2/5/11

Locura por las teselas. M.C. Escher en Granada


“Podría dedicar toda otra vida a trabajar en mis grabados”. M.C, Escher

Tremenda exposición de M.C. Escher en Granada tanto por el contenido como por el diseño de la exposición, resultando en uno de los mejores ejemplos de equilibrio entre el espacio y la obra. La muestra se reparte entre la Capilla del Palacio de Carlos V en La Alhambra y el Parque de las Ciencias y cada uno de estos lugares se adapta de forma diferente tanto al entorno (el palacio y el parque) como a las piezas de Escher. El conjunto resulta una maravilla y más en estos tiempos en los que visitar cualquier sala de exposiciones resulta frustrante (y no me refiero a una colección de dibujos del siglo XIX en la March, sino al mismísimo Guggenheim y sus fuegos artificiales). Y es que la luz, la distribución del espacio, la ubicación de la obra dentro del espacio, las proyecciones, los pasillos, resultan importantes. No es lo mismo ver las xilografías de Escher en la Alhambra que en un Parque de las Ciencias destinado, principalmente, a los niños.

La obra de Escher sigue siendo la misma. Por muy complejo que parezca él y toda su producción, yo siempre me digo que gracias a Escher puedo mirar con libertad a las nubes sin cansarme y sin sentirme idiota. Porque mirar a las nubes es de tontos, igual que construir una Torre Eiffel con palillos. Pero mira, ahí está Escher… un tontainas del que saca dinero mogollón de gente y al que todos adoramos. Y más desde que Hofstadter dedicó su librito (ganador del Pulitzer) Gödel, Escher y Bach, un eterno y grácil bucle a él y a los otros dos…

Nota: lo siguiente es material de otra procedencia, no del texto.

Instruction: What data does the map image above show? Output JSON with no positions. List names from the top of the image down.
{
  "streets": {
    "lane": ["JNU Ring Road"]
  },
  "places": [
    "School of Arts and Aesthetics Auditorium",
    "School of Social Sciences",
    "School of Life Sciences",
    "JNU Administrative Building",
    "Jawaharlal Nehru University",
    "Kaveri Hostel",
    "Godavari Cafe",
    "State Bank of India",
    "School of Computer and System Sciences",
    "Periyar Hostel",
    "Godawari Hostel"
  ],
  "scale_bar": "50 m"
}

Al margen de todo esto, respeto a Escher por tener un fin sin fin… Con un par. Larga vida al juguetón de las teselas y transcriptor de espacios infinitos imaginarios.


La repetición resulta muy interesante.


Pero claro… cuando uno echa un vistazo a los dibujos de Piranessi… siente algo así como una lumbalgia aguda… la proximidad de lo bello.


3 comentarios:

Juanjo Fernández dijo...

La cinta de Moebius, movimiento infinito en un espacio finito, mirar las nubes, una de la más maravillosa actividad de las actividades inútiles. El otro día descubrí un fotógrafo cuya obra me recordó a la de Escher:
http://www.rauzier-hyperphoto.com/

Vera dijo...

Vaya contraste!!! Canta mucho el montaje, pero mola.

Juanjo Fernández dijo...

¿Las has abierto al cien por cien? El montaje esta hecho con una pericia tremenda (unas fotos más que otras claro) pero imaginar y crear esos espacios llenos de laberintos y trampantojos...sí que mola, sí.